Several events quickly dissipated the optimism of first half 1991:

  • The unexpectedly quick Persian Gulf victory.

  • Increased OPEC crude production and relatively rapid return of Kuwaiti production to the market.

  • Deepening recession in the U.S. and in many other western economies, European and others.

  • Last summer's collapse of natural gas prices and this winter's above average temperatures.

By year's end the market situation, together with growing pressures of environmental politics and the realization that the special energy deduction did little to relieve the AMT disincentives, put a serious damper on domestic E&P.

The most dramatic result of this situation is seen in the recent trend of the majors to leave the domestic E&P scene, sell their U.S. reserves, and concentrate mainly on foreign operations.

According to Salomon Bros., the 1992 domestic E&P budgets of the 21 majors are down a combined 12.7% from already low projected 1991 expenditures.1

This trend, when considered with the growing instability and the political and economic uncertainties in many of the world's major oil and gas provinces-the former Soviet Union, North Africa (the results of the recent Algerian elections and their aftermath), and the Persian Gulf (unrepentant Iraq and an Iran rapidly rearming from the Russian/Soviet fire sale)-is again starting to raise concern about America's need to maintain some modicum of energy independence.

EOR OPPORTUNITIES

With the Arctic National Wildlife Refuge and the most promising domestic offshore provinces off-limits for environmental reasons, attention turns to enhanced oil recovery opportunities.

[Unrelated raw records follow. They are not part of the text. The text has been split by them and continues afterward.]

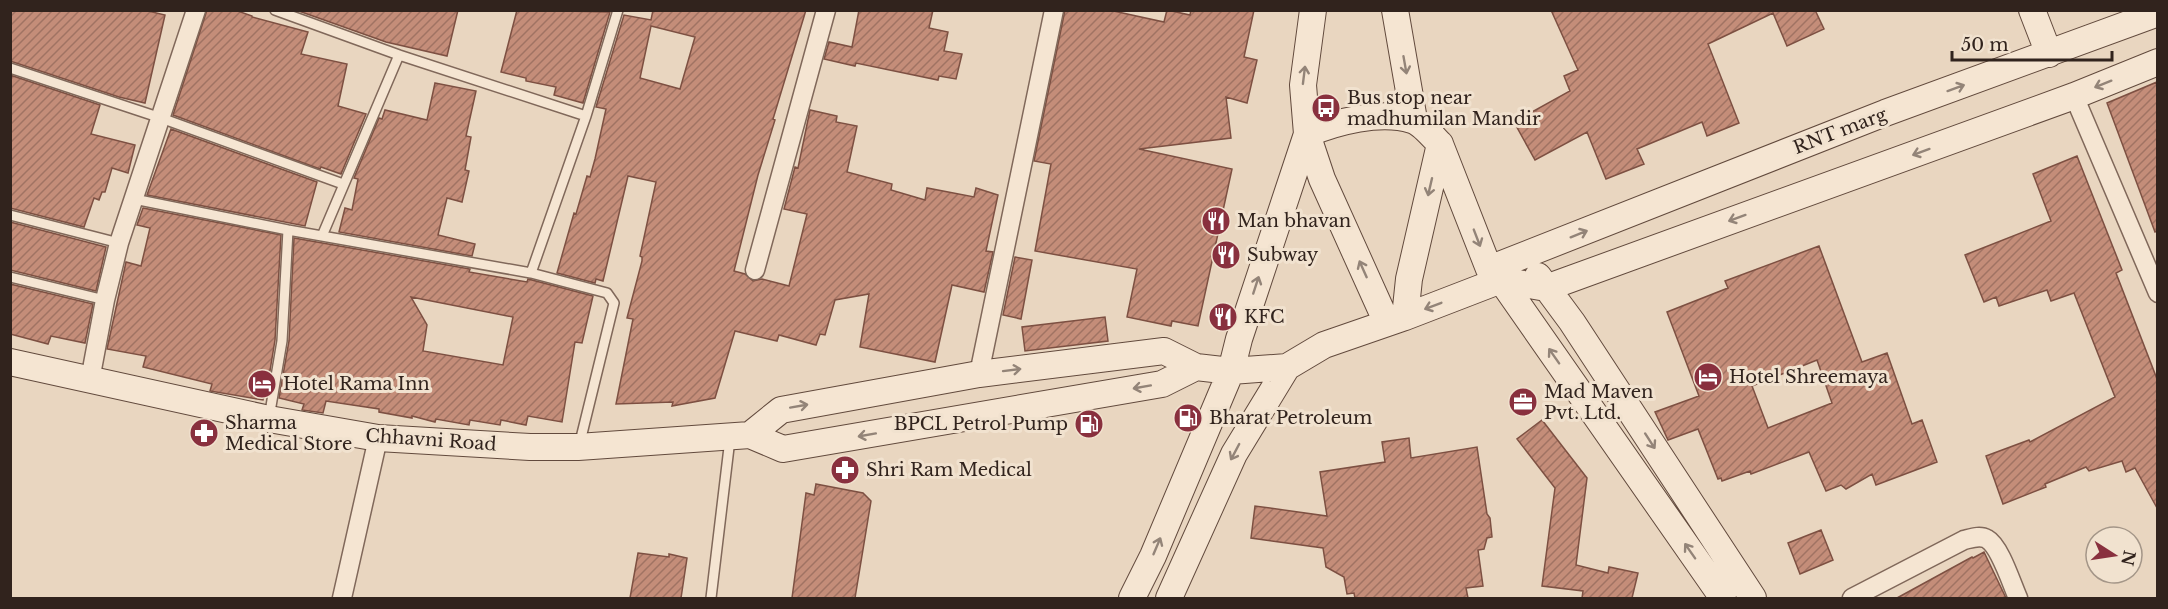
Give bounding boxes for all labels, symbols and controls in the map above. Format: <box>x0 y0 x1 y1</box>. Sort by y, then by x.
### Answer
scale bar <box>1952 24 2112 62</box>
text: 50 m <box>1961 34 2009 56</box>
one-way arrow <box>1399 55 1410 75</box>
one-way arrow <box>1299 66 1310 86</box>
one-way arrow <box>2095 79 2113 90</box>
one-way arrow <box>1946 81 1965 92</box>
place label: Bus stop near madhumilan Mandir <box>1347 87 1541 130</box>
bus stop icon: Bus stop near madhumilan Mandir <box>1310 92 1342 124</box>
street label: RNT marg <box>1790 103 1890 159</box>
one-way arrow <box>1912 147 1930 158</box>
one-way arrow <box>1424 177 1436 196</box>
restaurant icon: Man bhavan <box>1200 205 1232 237</box>
place label: Man bhavan <box>1237 210 1351 232</box>
one-way arrow <box>1728 214 1747 225</box>
one-way arrow <box>1472 228 1483 246</box>
one-way arrow <box>1569 228 1588 239</box>
restaurant icon: Subway <box>1210 239 1242 271</box>
place label: Subway <box>1247 244 1319 266</box>
one-way arrow <box>1356 261 1368 279</box>
one-way arrow <box>1252 276 1263 295</box>
restaurant icon: KFC <box>1207 301 1239 333</box>
one-way arrow <box>1424 301 1443 312</box>
place label: KFC <box>1244 306 1285 328</box>
one-way arrow <box>1548 349 1560 365</box>
hotel icon: Hotel Shreemaya <box>1692 361 1724 393</box>
one-way arrow <box>1001 364 1021 375</box>
place label: Hotel Shreemaya <box>1729 366 1888 388</box>
hotel icon: Hotel Rama Inn <box>246 368 278 400</box>
place label: Hotel Rama Inn <box>283 373 430 395</box>
place label: Mad Maven Pvt. Ltd. <box>1544 381 1653 424</box>
one-way arrow <box>1132 382 1152 393</box>
office icon: Mad Maven Pvt. Ltd. <box>1507 386 1539 418</box>
one-way arrow <box>788 401 808 412</box>
fuel station icon: Bharat Petroleum <box>1172 402 1204 434</box>
place label: Bharat Petroleum <box>1209 407 1372 429</box>
fuel station icon: BPCL Petrol Pump <box>1073 408 1105 440</box>
place label: Sharma Medical Store <box>225 412 352 455</box>
place label: BPCL Petrol Pump <box>894 413 1068 435</box>
pharmacy icon: Sharma Medical Store <box>188 417 220 449</box>
street label: Chhavni Road <box>365 424 497 456</box>
one-way arrow <box>857 429 877 440</box>
one-way arrow <box>1643 432 1656 449</box>
one-way arrow <box>1229 443 1240 461</box>
pharmacy icon: Shri Ram Medical <box>829 454 861 486</box>
place label: Shri Ram Medical <box>866 459 1032 481</box>
north arrow <box>2084 525 2144 585</box>
one-way arrow <box>1152 537 1163 555</box>
one-way arrow <box>1684 543 1696 559</box>
text: N <box>2117 549 2140 568</box>

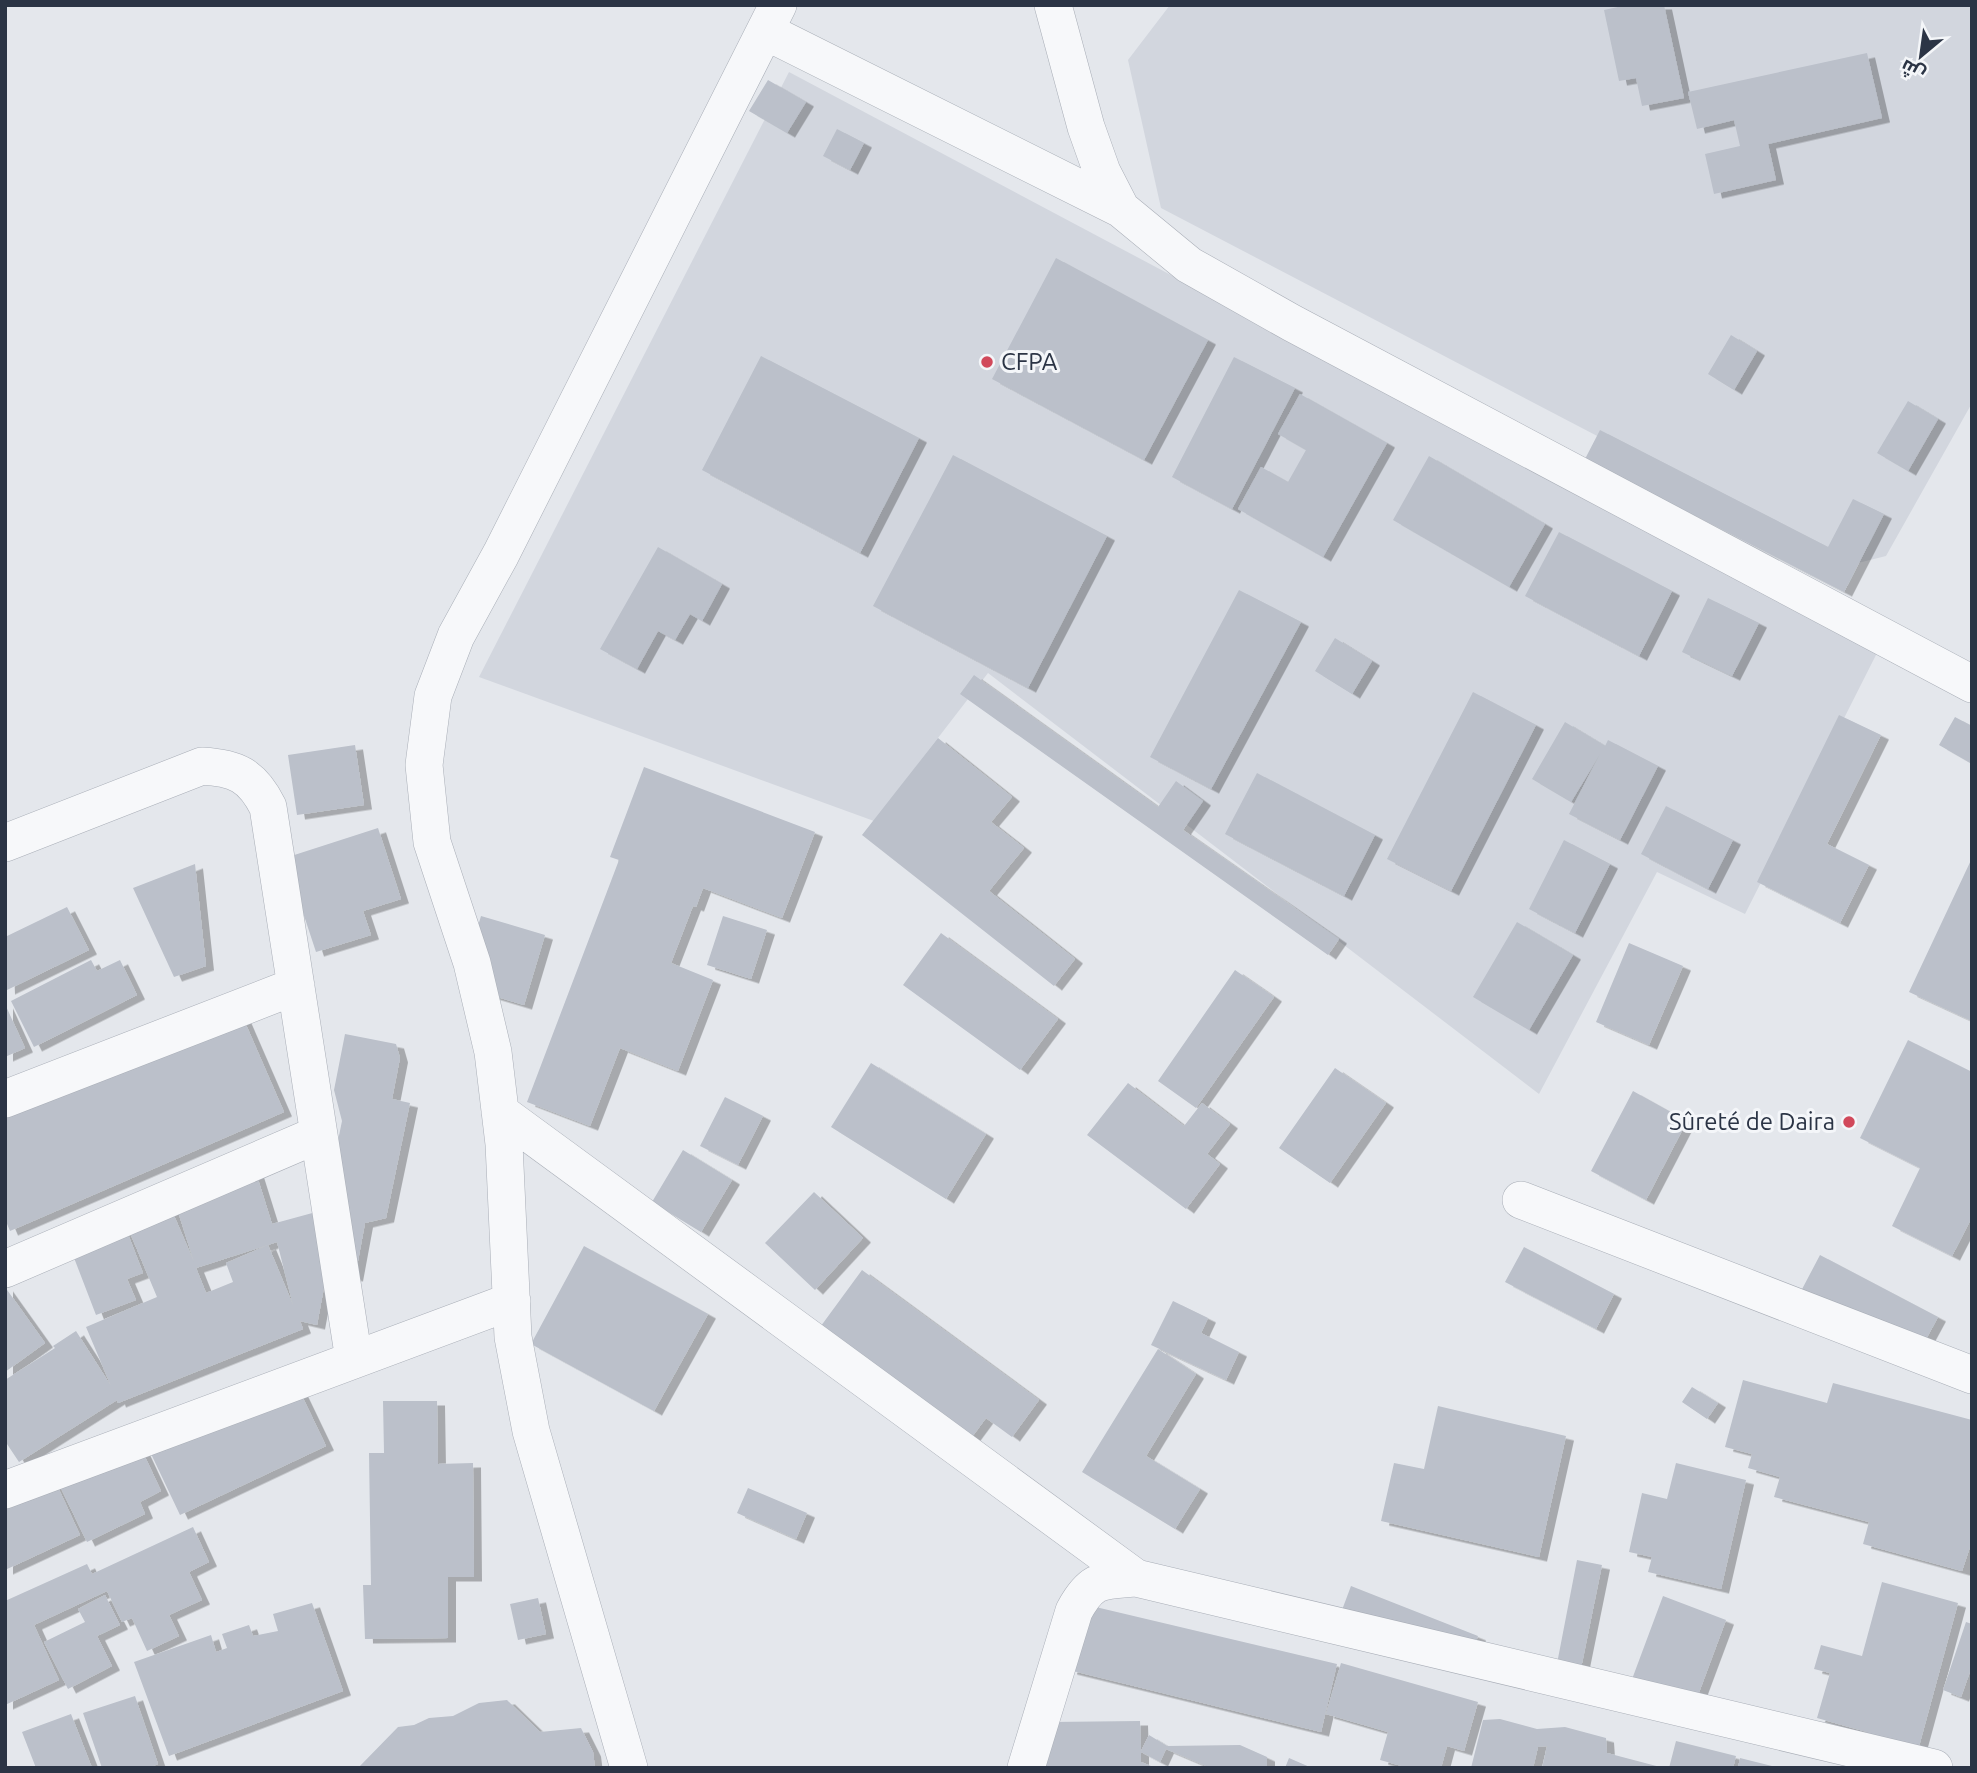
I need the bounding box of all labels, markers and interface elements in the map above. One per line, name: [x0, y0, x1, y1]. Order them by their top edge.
north arrow: [1886, 21, 1956, 91]
text: ش: [1897, 54, 1929, 86]
place label: CFPA: [1001, 348, 1058, 375]
marker: CFPA: [979, 354, 995, 370]
place label: Sûreté de Daira: [1669, 1108, 1835, 1135]
marker: Sûreté de Daira: [1841, 1114, 1857, 1130]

More than 500 billion bbl of oil in place have been discovered in U.S. reservoirs. Of these only about 150 billion bbl have been produced since Col. Drake's 1839 strike in Titusville.

An additional 23-30 billion bbl are estimated as producible through conventional primary and secondary (waterflooding and steam-flooding) methods.

Substantial portions of the remaining 340 billion bbl or so, however, can be produced by known EOR or tertiary reduction techniques.

It has recently been estimated that an additional 80 billion bbl can be produced by these technologies . 3

Congress has been aware of EOR potential for some time. Indeed since the oil shocks of the late 1970s whenever the political climate has been right, steps to encourage domestic EOR have been taken.

These steps included, in the late 1970s, relief from price controls and windfall profits tax for EOR project production and codification of current deduction of tertian, injectant expenses.

EOR TAX CREDIT

Having taken a back seat through much of the 1980s, Congress rediscovered EOR during the gulf crisis.

In the context of the 1990 tax act it provided for a new EOR credit (Sec. 43). At the time the EOR credit received relatively little attention.

Recently, however, with the structural changes in the domestic industry and a growing uncertainty about world political and economic stability, following the euphoria of Communism's fall and the Soviet Union's collapse, the EOR credit-its potential and its limitations-has been gathering renewed interest.

This has been encouraged by the Internal Revenue Service's issuance at the end of December 1991 of a series of temporary and proposed regulations relating to the credit's implementation .4 A public hearing on the proposed rulemaking is set for Apr. 7.

In Sec. 43 Congress provided a tax credit equal to 15% of a taxpayer's qualified EOR costs for the N,ear to be deducted from taxes otherwise owed.

This new EOR credit is one of several tax credits included in the General Business Credit (Code Sec. 38a) and as such is subject to certain limitations and availability.

Perhaps the most important of limitations is that which provides that the EOR credit is not available in any year in which the taxpayer is subject to the AMT.

the AMT rate is 24% (20% for corporations) of AMT income which is taxable income adjusted upward for preference items, including excess intangible drilling cost deductions and excess percentage depletion allowances, adjustments which in the case of E&P operations can be disastrous.

In other words, the EOR credit is available only to the extent that a taxpayer's tax liability in any tax year is greater than the AMT floor.

While certainly limiting the value of the EOR credit, this burden is somewhat alleviated by the provisions of the AMT special energy deduction that permit the deduction from AMT income of 15% of excess nonexploratory well IDC's that would normally be included in the AMT taxable income base.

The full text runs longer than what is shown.